Tips for people leaders

If you have earned the responsibility of leading a team, there’s a good chance your career path has been marked with at least a few episodes of Imposter Syndrome. Use this to your advantage. Leverage your personal experience and lessons learned to lead your team with emotional intelligence and empathy. 

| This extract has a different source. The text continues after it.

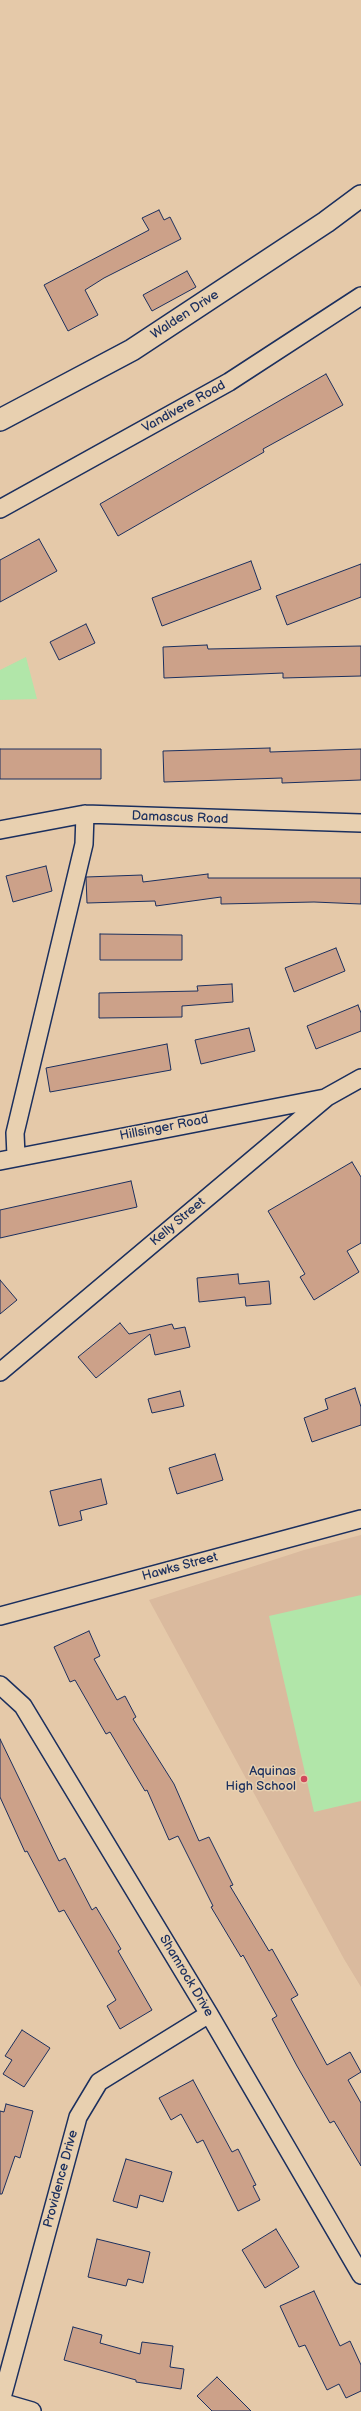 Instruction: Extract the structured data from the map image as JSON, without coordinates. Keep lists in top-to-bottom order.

  • Foster psychological safety. Build trust with your team by leading open discussions about the correlation between self-doubt and success. Ask open ended questions and share details from your own career journey. This helps normalize the fact that fear is a part of the process, NOT proof of inadequacy.
  • Practice deep listening. Use at least a portion of 1:1 time to get to know your team members. High performing teams thrive on exceptional communication. Plus, engagement and productivity tend to improve when people feel understood, validated, and connected. 
  • Model stress management. Instead of planning back-to-back meetings, build in breaks to give everyone a chance to decompress. This is especially important if your team is fully remote – Zoom fatigue is real.
  • Recognize accomplishments and be specific. Instead of just praising a team member’s outcome, reinforce the thought processes they used. Research by psychologist Carol Dweck shows that praising effort (“You worked really hard on this”) instead of focusing solely on achievement helps spur self-esteem and inhibit impostor syndrome.
  • Use feedback effectively. Empowering your team through effective feedback and honest assessments ensures expectations are clear and reduces unnecessary anxiety. Susan Tardanico, CEO of the Authentic Leadership Alliance, notes “It takes emotional honesty, introspection, and feedback from others to achieve the self-awareness and self-acceptance needed to combat Impostor Syndrome.” 

Occasional bouts of self-doubt or anxiety over a pressing deadline are normal human emotions and don’t always signal Imposter Syndrome is at play. But, when these types of feelings overwhelm or impact productivity, practicing positive self-talk and employing effective workplace strategies can help you and your team beat this insidious enemy at its own game.